Water hyacinth (Eichhornia crassipes) is a highly problematic invasive species outside its native range. They could grow up to 7.28 tons per hectare per day, which is so much faster than the growth cycle of most plants and trees. (READ: How an entrepreneur turned a ‘public enemy’ into a money-making resource

Its rapid proliferation displaces native plants and animals, clog canals, interfere with irrigation, cause flood, and even impede river transportation.

The water hyacinth disaster, these millennials entrepreneurs have discovered, has a silver lining after all.

“HiGi’s solution is to convert water hyacinth into solid biofuel briquettes that can be used for household and commercial cooking, industrial heating, and potentially power generation. The production of briquettes is sustainable and easy to make, as there is abundant supply of the fast-growing plant,” said Yap, the startup’s Chief Executive Officer.

Yap and Kee are both from Malaysia, while Pajotagana is from the Philippines.

Innovative cleantech solution

According to Kee, the startup’s Chief Technology Officer, HiGi’s product is 4 times more efficient and 10 times cleaner than traditional methods of using coal. (READ: Environmental groups urge PH, ASEAN to join global coal phase-out)

“Our lily briquettes are relatively smokeless compared to conventional lump charcoal and can provide heat for over 90 minutes,” Kee said in an interview.

Since its foundation, HiGi has received a number of international awards and recognitions. Their startup is quoted as a “crazily innovative cleantech solution helping farmers in the Philippines” by Casey Hynes from Forbes, and the “renewable energy startup to watch in 2017” by Vikas Agrawal from Tech.Co.

They also won second place in the prestigious GIST Tech-I Competition during the 2016 Global Entrepreneurship Summit held in Silicon Valley.

Some of their collaborators are WWF Philippines, Junior Chamber International (JCI), Laguna Lake Development Authority (LLDA), as well as some local government units. They also partnered up with Korean barbecue restaurants in Manila. Right now, they plan to tie up with popular fast food chains for wider reach and bigger impact.

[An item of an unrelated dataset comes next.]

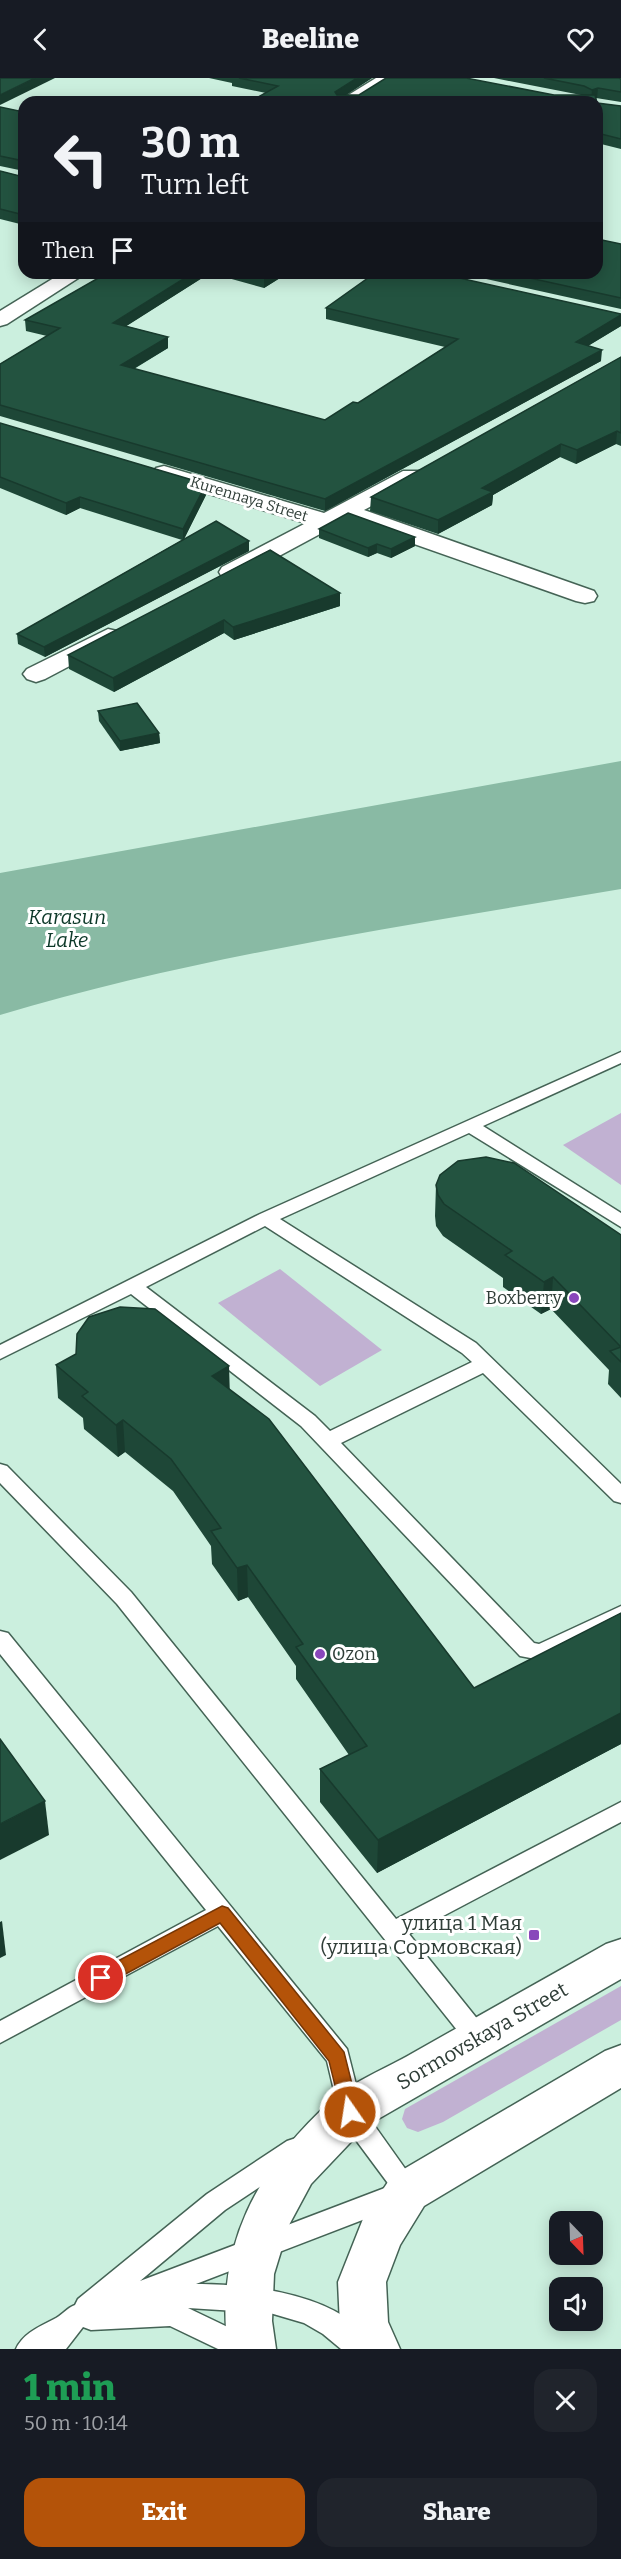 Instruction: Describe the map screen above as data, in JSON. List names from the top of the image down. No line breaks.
{"streets":{"street":["Kurennaya Street","Sormovskaya Street"]},"water":["Karasun Lake"],"places":{"other":["Boxberry","Ozon"],"transit":["улица 1 Мая (улица Сормовская)"]},"north":"bottom right","page":{"header":"Beeline","turn":["30 m","Turn left"],"then":"Then","heading":["1 min","50 m · 10:14"],"buttons":["Exit","Share"]}}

Kee said HiGi has now reached out to over 3,000 people in furthering their cause. 

AWARD-WINNING. In this photo, a villager helps in arranging lily briquettes for drying. Since its foundation, HiGi has received a number of international awards and recognitions.

Raising a community of prosumers

HiGi founders believe that prosumer capitalism – where the consumer is also the producer of a product – drives up efficiency, effectiveness and productivity in a given community.

In their business model, they outsource the harvesting of water hyacinth to their suppliers. The people they engage with are usually the ones who make and use the lily briquettes for daily cooking and selling.

“Outsourcing our inbound and outbound logistics to ‘prosumer type’ enterprises.completes the flexibility of our business service to our end customers, while keeping the cashflows healthy without having too much inventories on the shelves of the retailers,” said Pajotagana, the startup’s Chief Financial Officer.

HiGi has helped raise a community of prosumers – one that is equipped and enabled to create their own source of power from materials that can easily be found in nature.

“Our target community benefits the most from the livelihood we created for them, since our daily production of 1.5 tons of briquettes could lift at least 10 people out of poverty,” Kee said.


A just and democratic energy transition

Addressing the climate crisis calls for a rapid transition to green energy. However, this shift should also be able to take into account the rights of workers, the affected community, and the most vulnerable.

EMPOWERED COMMUNITY. HiGI Energy believes in prosumer capitalism—where the consumer is also the producer of a product. In this file photo, a farmer is harvesting water hyacinth from a lake.

Breaking free from fossil fuels cannot be done overnight. To this date, a lot of poor communities are still dependent on burning coal as their primary source of power.

The National Statistics Office (NSO) revealed that in 2011, of 21 million Filipino households surveyed, 54.2% used fuelwood and 36.4% used charcoal for their energy needs.

These families all have to be well considered as the country moves away from traditional sources of energy. 

While admitting that solar, wind, and hydro are still the best options for clean energy, Yap argued that their briquettes can still serve as a stepping stone in the sustainable energy transition; that is, until the technologies that generate clean energy reach full maturity.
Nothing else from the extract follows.